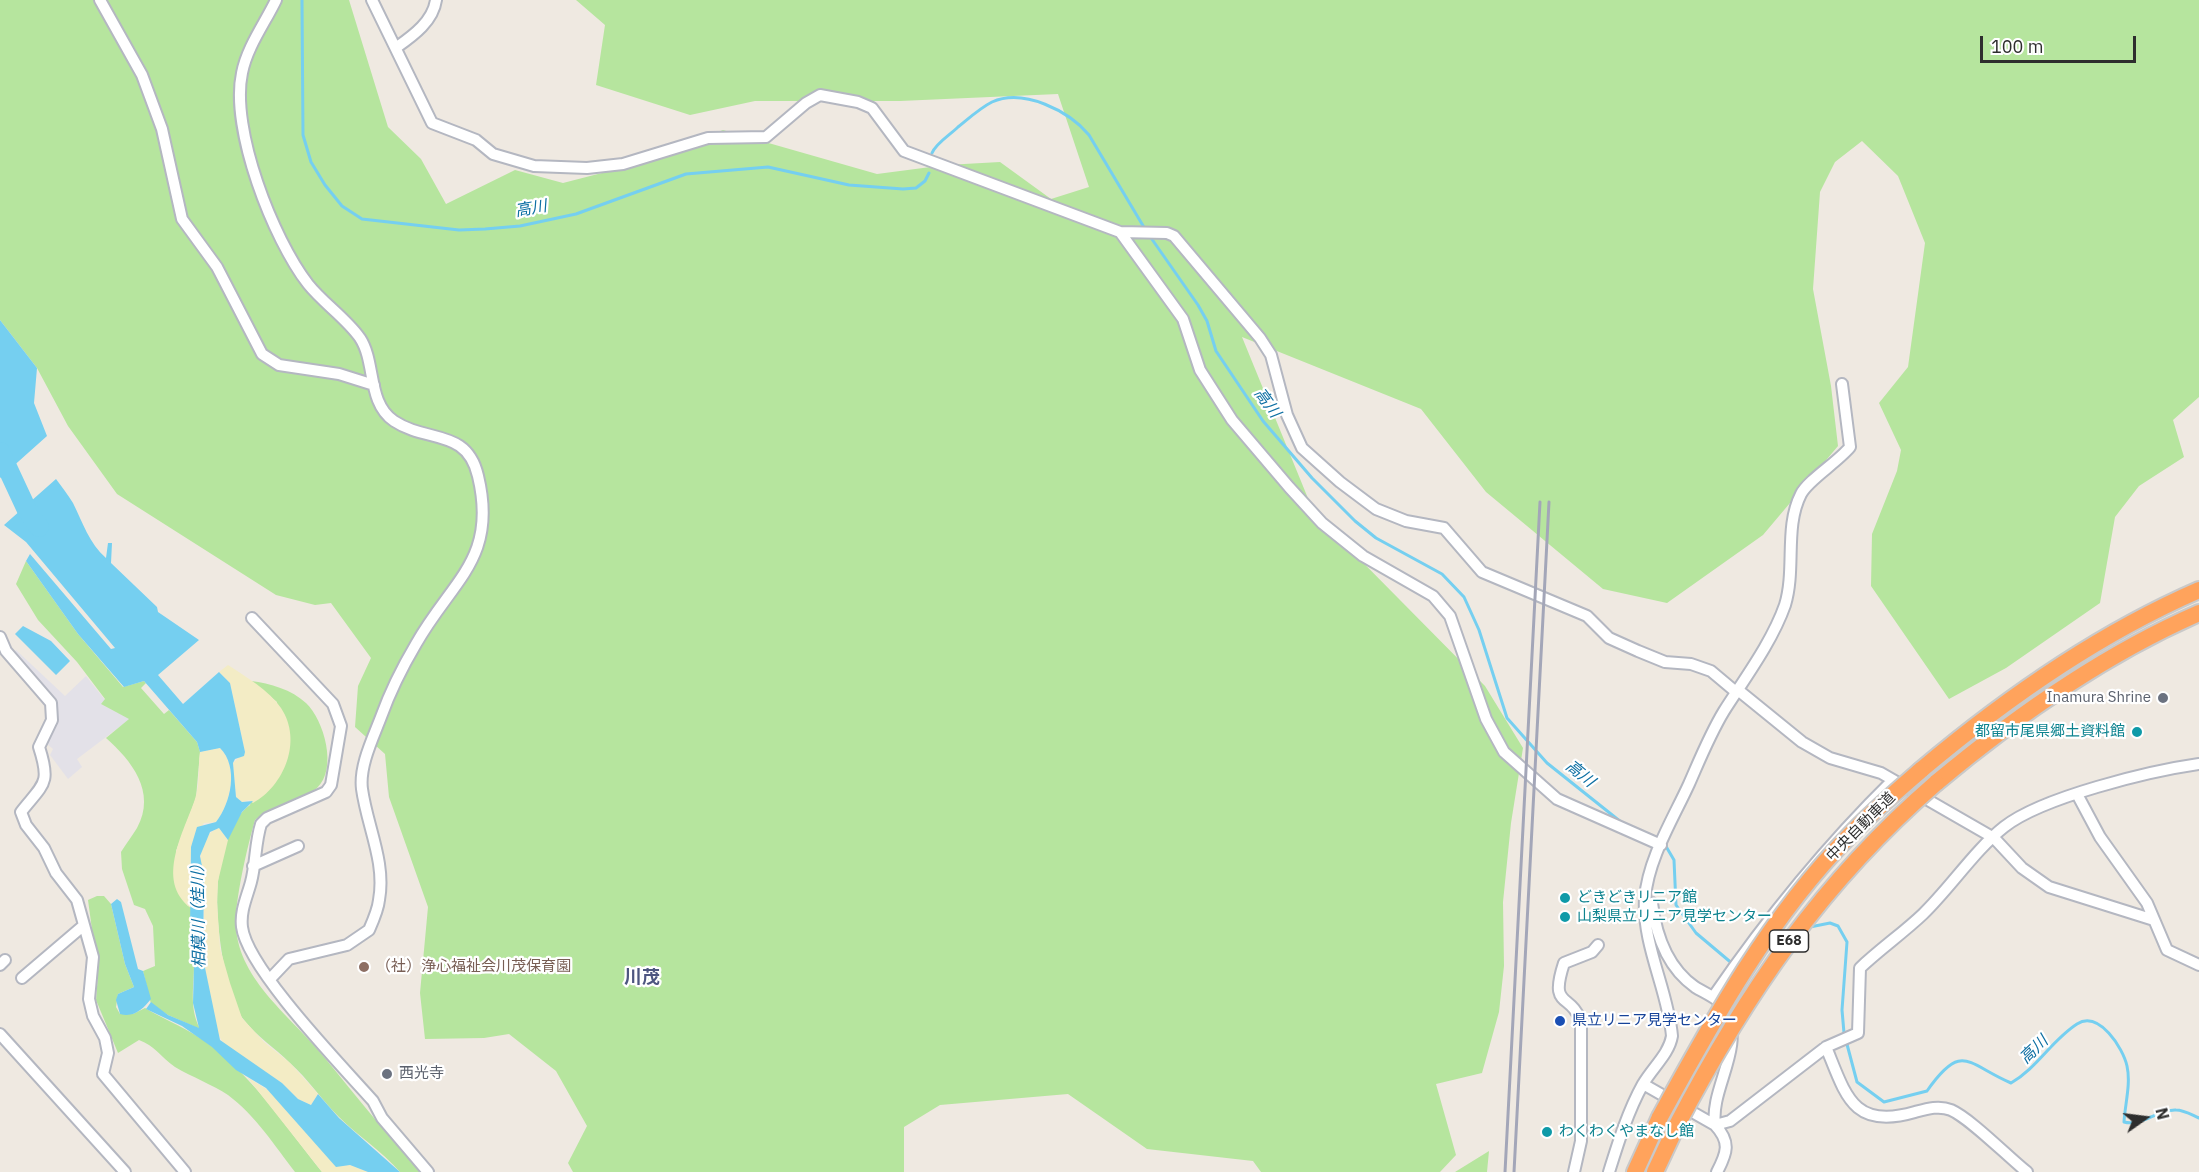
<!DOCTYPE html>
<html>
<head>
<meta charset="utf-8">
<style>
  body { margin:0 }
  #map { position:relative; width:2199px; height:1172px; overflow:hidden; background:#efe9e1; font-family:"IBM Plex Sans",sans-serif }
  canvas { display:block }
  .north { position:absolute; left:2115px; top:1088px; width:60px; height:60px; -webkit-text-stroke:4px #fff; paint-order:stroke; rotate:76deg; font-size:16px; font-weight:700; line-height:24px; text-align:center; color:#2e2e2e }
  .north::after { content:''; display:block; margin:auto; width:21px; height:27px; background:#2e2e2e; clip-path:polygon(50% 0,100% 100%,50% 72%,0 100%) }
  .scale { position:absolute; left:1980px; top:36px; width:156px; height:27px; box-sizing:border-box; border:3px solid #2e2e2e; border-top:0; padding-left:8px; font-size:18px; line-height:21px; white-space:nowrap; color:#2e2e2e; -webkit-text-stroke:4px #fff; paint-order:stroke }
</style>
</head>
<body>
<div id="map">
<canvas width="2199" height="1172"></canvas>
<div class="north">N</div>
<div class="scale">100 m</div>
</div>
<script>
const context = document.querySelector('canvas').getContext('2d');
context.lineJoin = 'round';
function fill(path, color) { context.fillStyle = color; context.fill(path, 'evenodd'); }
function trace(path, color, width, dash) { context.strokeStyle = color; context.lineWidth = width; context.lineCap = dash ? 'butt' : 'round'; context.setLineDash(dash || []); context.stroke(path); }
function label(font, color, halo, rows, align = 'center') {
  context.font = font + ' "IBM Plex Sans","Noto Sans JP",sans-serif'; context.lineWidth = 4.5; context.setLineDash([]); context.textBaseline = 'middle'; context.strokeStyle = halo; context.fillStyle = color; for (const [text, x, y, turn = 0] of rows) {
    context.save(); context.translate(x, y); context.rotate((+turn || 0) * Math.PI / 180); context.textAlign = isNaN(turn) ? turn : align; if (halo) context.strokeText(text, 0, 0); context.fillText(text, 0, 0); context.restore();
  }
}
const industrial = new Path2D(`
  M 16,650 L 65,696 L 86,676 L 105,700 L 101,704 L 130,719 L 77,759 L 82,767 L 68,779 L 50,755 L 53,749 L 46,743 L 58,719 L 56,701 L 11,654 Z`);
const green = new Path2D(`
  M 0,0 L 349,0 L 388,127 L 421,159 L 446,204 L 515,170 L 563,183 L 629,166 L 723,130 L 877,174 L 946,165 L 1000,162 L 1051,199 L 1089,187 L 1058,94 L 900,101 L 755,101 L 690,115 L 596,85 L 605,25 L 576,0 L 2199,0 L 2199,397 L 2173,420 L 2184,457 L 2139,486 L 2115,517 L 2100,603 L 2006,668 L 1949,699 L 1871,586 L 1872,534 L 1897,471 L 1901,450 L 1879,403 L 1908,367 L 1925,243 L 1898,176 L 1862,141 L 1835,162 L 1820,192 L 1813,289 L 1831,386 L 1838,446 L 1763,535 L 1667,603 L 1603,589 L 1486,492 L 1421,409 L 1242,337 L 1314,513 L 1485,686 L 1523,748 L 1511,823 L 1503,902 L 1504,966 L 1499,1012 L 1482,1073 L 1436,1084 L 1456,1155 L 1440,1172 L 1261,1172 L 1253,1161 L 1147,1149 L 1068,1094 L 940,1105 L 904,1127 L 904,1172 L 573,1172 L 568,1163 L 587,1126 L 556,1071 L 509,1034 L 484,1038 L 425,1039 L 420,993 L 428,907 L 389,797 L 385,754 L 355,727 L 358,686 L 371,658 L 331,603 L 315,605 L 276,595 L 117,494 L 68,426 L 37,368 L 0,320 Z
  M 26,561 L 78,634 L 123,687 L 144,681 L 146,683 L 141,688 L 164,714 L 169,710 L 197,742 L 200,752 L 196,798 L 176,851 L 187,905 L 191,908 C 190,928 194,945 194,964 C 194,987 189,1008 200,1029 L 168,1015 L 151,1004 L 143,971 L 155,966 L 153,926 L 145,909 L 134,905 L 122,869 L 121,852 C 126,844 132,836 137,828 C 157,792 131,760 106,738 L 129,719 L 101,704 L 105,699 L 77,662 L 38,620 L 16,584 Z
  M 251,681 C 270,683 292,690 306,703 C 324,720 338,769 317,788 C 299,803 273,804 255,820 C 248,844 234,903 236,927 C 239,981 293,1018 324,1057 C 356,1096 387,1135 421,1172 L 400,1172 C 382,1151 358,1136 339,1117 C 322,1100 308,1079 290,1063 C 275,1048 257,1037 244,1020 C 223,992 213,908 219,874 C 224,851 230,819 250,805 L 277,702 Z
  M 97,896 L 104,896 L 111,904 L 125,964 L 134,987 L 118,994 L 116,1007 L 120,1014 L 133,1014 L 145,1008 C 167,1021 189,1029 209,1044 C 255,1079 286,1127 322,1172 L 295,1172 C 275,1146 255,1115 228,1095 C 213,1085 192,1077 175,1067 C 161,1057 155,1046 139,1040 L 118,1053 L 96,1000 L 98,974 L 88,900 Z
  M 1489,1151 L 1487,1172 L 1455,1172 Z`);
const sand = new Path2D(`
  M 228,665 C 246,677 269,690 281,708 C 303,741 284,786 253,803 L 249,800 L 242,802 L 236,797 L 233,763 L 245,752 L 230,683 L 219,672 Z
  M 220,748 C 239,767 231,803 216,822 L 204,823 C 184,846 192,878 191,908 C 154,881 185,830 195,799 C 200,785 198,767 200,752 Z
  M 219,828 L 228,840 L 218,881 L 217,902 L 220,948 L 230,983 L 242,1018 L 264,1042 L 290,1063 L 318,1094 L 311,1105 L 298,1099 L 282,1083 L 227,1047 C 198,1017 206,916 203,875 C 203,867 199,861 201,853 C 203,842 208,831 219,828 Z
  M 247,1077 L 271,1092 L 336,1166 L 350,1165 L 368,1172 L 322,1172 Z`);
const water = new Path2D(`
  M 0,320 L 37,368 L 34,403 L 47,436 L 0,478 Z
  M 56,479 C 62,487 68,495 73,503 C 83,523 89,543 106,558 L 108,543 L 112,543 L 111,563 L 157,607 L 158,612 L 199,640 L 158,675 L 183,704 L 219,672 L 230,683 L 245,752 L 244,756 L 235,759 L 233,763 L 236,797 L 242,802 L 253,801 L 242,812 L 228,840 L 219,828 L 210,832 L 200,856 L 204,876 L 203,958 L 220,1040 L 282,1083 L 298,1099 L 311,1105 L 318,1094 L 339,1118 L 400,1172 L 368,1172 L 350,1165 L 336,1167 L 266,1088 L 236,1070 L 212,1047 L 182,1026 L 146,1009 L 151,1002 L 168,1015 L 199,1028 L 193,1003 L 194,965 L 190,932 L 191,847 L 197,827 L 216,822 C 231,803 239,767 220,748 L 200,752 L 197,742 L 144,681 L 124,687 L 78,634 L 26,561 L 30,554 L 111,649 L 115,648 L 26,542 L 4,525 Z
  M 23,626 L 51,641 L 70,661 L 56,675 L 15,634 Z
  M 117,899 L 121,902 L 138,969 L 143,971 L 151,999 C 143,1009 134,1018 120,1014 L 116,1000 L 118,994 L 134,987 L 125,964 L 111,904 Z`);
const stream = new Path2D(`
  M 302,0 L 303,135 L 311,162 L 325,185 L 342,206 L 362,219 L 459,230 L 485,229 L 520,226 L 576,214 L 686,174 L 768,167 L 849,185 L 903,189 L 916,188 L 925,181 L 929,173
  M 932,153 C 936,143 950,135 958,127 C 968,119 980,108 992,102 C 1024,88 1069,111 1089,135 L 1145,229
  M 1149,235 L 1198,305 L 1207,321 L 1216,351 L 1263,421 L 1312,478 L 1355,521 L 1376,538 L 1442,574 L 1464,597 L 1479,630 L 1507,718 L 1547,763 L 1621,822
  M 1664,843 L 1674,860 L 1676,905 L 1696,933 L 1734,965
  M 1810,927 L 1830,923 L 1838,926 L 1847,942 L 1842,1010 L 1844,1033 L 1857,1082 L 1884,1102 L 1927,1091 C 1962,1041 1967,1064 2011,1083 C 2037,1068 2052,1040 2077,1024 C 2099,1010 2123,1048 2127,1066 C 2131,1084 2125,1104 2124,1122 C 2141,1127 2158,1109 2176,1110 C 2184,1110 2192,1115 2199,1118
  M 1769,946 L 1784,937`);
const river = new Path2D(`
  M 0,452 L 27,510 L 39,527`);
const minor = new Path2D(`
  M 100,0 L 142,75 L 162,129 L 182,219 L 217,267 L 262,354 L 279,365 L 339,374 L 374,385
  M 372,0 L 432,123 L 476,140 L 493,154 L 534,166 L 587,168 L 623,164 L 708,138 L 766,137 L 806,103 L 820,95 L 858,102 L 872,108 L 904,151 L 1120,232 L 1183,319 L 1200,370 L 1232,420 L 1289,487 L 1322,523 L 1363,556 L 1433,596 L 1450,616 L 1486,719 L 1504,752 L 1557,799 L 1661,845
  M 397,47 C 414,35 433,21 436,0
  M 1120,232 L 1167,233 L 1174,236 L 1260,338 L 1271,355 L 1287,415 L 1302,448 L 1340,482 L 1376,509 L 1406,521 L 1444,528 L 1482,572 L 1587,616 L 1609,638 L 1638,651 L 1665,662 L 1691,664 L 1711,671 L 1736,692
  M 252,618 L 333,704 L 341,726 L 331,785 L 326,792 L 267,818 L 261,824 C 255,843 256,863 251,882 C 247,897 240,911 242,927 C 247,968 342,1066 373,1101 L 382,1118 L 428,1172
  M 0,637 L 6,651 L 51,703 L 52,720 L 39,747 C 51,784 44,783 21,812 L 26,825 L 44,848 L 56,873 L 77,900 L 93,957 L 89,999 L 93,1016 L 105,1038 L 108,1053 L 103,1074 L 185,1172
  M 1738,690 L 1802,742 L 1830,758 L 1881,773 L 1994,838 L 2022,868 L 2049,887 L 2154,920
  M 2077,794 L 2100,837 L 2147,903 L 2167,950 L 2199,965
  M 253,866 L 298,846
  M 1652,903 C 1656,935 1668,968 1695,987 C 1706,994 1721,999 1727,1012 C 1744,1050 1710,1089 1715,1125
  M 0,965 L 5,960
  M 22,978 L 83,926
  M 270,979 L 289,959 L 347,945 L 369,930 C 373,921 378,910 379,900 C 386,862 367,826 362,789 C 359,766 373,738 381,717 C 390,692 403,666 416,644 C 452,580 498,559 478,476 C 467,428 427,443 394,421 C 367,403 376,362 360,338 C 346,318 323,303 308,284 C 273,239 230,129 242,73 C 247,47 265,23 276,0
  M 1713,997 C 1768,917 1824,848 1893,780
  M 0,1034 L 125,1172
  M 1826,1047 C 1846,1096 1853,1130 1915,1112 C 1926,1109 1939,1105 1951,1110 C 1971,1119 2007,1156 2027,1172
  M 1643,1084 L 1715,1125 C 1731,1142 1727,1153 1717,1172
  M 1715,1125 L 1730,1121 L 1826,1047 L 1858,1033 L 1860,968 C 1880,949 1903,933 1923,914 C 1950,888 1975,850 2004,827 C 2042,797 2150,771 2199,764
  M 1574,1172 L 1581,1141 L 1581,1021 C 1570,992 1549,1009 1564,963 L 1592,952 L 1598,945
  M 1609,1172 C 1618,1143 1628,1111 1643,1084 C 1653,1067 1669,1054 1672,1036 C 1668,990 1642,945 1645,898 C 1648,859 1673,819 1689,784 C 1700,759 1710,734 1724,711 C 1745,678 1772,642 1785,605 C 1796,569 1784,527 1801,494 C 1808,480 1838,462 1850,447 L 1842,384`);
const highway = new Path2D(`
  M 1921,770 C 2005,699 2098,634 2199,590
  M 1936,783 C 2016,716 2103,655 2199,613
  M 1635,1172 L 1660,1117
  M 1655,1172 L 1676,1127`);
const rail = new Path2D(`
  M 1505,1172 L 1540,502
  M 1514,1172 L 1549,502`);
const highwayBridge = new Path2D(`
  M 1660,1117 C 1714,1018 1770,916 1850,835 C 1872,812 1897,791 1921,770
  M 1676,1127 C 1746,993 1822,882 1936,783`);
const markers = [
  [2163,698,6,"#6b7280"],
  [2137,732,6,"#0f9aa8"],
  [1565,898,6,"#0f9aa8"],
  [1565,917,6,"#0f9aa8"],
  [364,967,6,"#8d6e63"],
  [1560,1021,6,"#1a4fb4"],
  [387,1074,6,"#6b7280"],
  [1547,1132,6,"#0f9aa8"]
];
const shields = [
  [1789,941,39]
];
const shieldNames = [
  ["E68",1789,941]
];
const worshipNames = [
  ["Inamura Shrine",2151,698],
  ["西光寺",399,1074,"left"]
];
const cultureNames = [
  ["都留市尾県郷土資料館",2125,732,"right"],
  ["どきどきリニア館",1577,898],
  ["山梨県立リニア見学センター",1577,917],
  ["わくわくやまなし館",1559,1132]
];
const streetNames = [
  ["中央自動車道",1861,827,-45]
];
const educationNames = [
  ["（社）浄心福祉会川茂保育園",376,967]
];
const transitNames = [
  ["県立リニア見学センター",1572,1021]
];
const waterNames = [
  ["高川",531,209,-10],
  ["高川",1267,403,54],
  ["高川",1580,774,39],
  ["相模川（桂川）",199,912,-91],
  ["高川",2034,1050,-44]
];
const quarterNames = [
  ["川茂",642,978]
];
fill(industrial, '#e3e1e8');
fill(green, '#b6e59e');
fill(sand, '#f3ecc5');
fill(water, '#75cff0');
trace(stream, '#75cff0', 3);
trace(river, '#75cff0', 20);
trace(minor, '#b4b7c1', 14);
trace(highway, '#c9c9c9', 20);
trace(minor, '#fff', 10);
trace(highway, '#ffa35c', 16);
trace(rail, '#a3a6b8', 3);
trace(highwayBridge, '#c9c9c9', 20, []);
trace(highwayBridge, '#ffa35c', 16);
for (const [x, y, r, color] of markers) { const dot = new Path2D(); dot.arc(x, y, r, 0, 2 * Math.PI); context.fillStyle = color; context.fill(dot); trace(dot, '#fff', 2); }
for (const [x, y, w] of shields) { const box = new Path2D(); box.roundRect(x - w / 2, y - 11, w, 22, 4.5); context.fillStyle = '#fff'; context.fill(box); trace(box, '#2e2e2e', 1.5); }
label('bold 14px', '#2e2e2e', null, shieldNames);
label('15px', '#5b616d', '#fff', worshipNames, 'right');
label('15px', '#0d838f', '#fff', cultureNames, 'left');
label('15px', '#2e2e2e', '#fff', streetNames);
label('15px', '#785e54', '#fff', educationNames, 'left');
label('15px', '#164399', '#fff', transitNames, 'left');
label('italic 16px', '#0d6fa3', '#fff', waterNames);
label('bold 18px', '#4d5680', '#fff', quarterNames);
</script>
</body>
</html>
------
**Work to be completed**
Please output exactly the lines of the data above, from its first line through the line with "const industrial = new", and nothing else; drop the pictures.

**Solution to the problem**
<!DOCTYPE html>
<html>
<head>
<meta charset="utf-8">
<style>
  body { margin:0 }
  #map { position:relative; width:2199px; height:1172px; overflow:hidden; background:#efe9e1; font-family:"IBM Plex Sans",sans-serif }
  canvas { display:block }
  .north { position:absolute; left:2115px; top:1088px; width:60px; height:60px; -webkit-text-stroke:4px #fff; paint-order:stroke; rotate:76deg; font-size:16px; font-weight:700; line-height:24px; text-align:center; color:#2e2e2e }
  .north::after { content:''; display:block; margin:auto; width:21px; height:27px; background:#2e2e2e; clip-path:polygon(50% 0,100% 100%,50% 72%,0 100%) }
  .scale { position:absolute; left:1980px; top:36px; width:156px; height:27px; box-sizing:border-box; border:3px solid #2e2e2e; border-top:0; padding-left:8px; font-size:18px; line-height:21px; white-space:nowrap; color:#2e2e2e; -webkit-text-stroke:4px #fff; paint-order:stroke }
</style>
</head>
<body>
<div id="map">
<canvas width="2199" height="1172"></canvas>
<div class="north">N</div>
<div class="scale">100 m</div>
</div>
<script>
const context = document.querySelector('canvas').getContext('2d');
context.lineJoin = 'round';
function fill(path, color) { context.fillStyle = color; context.fill(path, 'evenodd'); }
function trace(path, color, width, dash) { context.strokeStyle = color; context.lineWidth = width; context.lineCap = dash ? 'butt' : 'round'; context.setLineDash(dash || []); context.stroke(path); }
function label(font, color, halo, rows, align = 'center') {
  context.font = font + ' "IBM Plex Sans","Noto Sans JP",sans-serif'; context.lineWidth = 4.5; context.setLineDash([]); context.textBaseline = 'middle'; context.strokeStyle = halo; context.fillStyle = color; for (const [text, x, y, turn = 0] of rows) {
    context.save(); context.translate(x, y); context.rotate((+turn || 0) * Math.PI / 180); context.textAlign = isNaN(turn) ? turn : align; if (halo) context.strokeText(text, 0, 0); context.fillText(text, 0, 0); context.restore();
  }
}
const industrial = new Path2D(`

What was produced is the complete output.